Her final book, A Commonplace Killing, is to be broadcast as Radio 4's Book At Bedtime next month.

Peston admitted he was initially not brave enough to read the unpublished novel, but did so 11 days after his wife passed. He recounted how he threw himself into the task of typing it out and was able to "marvel at her victory over devastating circumstance".

My motive was selfish: I wanted to keep talking to her. I still do. The tears could not be staunched as I read, deciphered and typed. Foggy-brained, the transcription was spoilt by spelling mistakes and typographical errors. All mine.
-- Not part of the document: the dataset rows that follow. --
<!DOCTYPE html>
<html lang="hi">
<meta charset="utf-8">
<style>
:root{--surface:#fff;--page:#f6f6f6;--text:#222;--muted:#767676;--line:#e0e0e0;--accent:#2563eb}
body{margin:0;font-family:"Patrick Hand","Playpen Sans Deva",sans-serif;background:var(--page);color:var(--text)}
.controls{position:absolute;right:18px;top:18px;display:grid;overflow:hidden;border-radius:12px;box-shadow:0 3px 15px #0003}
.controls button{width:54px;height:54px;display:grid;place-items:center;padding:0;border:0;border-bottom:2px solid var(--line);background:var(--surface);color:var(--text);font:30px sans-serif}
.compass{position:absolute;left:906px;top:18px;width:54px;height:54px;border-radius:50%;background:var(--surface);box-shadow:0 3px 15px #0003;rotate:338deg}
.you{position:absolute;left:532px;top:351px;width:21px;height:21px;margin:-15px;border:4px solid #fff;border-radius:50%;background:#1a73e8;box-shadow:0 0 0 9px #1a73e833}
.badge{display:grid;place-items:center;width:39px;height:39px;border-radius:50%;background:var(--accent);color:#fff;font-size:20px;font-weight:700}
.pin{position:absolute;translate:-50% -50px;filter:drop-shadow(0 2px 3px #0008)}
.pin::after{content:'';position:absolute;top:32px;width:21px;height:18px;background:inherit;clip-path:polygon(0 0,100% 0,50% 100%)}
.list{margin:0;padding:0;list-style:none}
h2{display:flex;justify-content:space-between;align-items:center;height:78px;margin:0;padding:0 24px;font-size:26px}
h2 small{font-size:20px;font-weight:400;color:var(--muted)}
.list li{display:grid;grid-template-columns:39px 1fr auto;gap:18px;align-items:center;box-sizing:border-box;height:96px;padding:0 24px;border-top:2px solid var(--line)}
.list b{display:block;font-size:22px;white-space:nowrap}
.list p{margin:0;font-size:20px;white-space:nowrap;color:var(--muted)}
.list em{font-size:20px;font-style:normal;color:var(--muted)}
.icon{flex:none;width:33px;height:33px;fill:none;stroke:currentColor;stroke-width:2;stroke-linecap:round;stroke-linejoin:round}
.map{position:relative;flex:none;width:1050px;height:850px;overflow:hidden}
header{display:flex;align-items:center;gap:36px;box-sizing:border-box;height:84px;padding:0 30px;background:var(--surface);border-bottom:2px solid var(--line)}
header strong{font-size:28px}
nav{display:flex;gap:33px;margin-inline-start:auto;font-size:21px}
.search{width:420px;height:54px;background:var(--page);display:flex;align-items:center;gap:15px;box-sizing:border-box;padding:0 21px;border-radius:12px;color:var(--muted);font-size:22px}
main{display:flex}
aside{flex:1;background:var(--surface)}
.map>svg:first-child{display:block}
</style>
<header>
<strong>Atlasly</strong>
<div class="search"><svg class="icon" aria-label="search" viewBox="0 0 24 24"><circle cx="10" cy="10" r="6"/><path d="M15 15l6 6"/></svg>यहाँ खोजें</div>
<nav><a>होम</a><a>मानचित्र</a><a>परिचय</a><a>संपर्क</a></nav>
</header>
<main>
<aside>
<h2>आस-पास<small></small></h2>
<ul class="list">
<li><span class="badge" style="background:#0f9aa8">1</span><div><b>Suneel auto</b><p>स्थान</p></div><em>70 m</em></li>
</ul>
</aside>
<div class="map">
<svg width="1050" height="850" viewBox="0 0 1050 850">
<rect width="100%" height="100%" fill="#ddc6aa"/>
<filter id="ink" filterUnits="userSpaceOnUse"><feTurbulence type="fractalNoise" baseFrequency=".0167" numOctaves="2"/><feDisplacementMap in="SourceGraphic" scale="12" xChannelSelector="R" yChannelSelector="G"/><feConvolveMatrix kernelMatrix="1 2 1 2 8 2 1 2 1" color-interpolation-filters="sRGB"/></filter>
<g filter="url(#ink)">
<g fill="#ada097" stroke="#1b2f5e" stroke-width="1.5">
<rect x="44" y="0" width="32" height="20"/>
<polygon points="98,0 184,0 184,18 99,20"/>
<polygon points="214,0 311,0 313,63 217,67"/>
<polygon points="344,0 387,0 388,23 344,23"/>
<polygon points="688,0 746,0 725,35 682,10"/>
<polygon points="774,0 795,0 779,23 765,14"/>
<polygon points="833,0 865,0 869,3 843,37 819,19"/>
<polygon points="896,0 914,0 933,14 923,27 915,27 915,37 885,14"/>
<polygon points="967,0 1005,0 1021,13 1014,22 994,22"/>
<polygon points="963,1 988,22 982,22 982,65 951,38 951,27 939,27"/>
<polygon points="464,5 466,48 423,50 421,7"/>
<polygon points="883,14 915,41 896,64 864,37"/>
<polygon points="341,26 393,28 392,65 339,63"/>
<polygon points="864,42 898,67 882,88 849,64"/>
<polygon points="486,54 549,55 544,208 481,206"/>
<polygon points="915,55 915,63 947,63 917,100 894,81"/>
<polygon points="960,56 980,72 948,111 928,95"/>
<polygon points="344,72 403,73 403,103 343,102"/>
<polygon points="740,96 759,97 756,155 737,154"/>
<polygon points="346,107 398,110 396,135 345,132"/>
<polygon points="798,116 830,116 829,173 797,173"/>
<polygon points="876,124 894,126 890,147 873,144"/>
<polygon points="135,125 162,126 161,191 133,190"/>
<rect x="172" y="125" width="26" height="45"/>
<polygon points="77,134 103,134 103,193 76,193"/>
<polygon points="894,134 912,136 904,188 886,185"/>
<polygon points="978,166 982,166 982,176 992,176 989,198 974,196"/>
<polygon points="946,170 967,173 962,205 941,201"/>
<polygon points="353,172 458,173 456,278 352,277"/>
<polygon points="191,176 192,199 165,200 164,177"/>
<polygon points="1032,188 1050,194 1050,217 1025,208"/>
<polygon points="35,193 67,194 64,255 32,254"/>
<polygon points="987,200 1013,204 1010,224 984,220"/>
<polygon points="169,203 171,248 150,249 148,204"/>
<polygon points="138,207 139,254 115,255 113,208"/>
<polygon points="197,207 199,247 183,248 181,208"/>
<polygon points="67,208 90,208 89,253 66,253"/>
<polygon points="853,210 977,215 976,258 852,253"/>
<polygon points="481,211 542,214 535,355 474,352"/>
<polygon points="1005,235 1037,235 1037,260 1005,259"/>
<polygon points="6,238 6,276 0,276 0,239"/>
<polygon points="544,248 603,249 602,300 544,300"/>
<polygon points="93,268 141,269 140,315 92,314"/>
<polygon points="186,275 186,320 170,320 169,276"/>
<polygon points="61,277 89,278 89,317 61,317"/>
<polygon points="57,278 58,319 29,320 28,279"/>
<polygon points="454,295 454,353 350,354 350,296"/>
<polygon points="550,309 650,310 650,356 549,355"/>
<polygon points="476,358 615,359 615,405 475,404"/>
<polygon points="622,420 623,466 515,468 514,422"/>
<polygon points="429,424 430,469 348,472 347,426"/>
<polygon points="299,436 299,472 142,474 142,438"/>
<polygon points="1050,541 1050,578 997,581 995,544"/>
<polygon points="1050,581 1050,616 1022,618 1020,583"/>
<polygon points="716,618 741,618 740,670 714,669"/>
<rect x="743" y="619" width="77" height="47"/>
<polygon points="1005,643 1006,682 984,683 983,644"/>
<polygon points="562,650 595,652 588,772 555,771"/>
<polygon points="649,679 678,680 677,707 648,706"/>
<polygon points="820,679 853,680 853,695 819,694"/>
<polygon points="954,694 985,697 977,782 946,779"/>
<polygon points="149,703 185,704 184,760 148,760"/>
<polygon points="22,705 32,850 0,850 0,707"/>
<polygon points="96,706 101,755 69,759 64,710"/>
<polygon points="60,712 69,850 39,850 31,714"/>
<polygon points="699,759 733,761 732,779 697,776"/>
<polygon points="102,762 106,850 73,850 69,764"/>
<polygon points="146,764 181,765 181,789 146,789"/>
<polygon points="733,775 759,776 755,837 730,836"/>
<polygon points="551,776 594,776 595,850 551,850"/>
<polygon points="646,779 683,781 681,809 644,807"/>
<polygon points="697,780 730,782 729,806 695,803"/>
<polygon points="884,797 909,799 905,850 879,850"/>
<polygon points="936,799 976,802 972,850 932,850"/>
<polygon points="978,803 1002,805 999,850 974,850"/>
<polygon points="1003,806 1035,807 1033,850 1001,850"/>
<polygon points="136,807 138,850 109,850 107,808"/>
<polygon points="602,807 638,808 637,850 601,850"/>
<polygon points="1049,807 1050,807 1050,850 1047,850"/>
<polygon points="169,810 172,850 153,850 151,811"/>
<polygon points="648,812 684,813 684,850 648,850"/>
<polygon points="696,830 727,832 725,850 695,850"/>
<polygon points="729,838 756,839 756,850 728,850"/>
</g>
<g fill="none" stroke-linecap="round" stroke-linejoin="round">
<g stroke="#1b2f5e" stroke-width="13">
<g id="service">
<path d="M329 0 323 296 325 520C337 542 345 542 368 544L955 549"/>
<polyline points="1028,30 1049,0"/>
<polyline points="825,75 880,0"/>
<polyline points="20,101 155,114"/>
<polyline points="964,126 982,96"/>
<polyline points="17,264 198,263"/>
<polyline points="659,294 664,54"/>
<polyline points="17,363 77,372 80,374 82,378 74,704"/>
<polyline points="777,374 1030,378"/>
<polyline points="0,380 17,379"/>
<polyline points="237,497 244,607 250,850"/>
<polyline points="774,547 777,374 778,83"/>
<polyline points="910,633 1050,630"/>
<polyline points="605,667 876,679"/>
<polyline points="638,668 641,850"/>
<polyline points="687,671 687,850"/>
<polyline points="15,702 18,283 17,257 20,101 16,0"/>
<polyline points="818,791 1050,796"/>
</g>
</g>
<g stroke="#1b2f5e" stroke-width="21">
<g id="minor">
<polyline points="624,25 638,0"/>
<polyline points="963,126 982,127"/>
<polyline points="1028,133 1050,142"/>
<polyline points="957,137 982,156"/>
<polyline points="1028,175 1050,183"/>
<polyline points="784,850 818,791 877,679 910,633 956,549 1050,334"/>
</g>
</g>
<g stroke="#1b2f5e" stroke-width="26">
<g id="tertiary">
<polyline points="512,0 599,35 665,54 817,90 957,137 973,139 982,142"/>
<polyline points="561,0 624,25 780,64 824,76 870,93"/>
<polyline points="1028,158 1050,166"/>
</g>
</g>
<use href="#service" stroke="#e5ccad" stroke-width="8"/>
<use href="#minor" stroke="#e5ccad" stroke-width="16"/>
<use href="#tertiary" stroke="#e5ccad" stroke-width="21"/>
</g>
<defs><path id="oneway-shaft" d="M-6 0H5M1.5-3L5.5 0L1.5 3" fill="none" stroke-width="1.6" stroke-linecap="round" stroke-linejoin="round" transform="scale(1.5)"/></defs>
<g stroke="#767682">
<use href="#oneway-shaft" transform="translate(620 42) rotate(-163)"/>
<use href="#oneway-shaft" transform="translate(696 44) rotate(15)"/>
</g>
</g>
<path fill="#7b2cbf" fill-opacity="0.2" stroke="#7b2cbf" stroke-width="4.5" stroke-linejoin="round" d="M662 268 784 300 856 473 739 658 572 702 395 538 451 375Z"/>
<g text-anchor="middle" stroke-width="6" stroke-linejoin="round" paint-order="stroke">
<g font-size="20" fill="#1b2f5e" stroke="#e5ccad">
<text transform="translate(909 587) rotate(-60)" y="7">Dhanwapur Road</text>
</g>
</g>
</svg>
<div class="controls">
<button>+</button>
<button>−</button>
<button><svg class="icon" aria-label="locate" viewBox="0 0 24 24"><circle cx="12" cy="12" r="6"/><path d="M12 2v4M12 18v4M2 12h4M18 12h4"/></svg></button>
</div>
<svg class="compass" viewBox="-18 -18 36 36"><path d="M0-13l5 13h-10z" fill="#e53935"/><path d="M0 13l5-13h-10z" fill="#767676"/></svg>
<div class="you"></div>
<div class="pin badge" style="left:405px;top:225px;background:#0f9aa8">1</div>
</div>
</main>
Sian's prose was as pellucid and accurate as ever. And brave. Here she was, all hope lost of reprieve from the lethal cancer, reflecting on what it is like to know that death awaits on the morrow.

Peston said he slept on the floor of Busby's hospice room during her final days.

"She was never once hysterical; she was dignified and calm throughout the worsening nightmare," he said.

The pair met as teenagers, and rekindled their friendship to begin a relationship in their mid-30s. Peston referred to his wife as "the woman I loved for most of my conscious life".

Because her final reflections, written without sentimentality, and not mawkish or maudlin in any way, are about the imminence of death and how so many of us waste our talents and our time on earth.

And although there is the melancholy and shadows of the flickering flame, there is also a faith in a better life that has been tested but not broken.

The journalist, who has a son Max and stepson Simon from his relationship with Busby, concluded:

She was the most brilliant, caring, humane and loving person I have met. And funny. I miss her all the time.

Robert Peston writes about his wife in the new edition of Radio Times which is on sale today.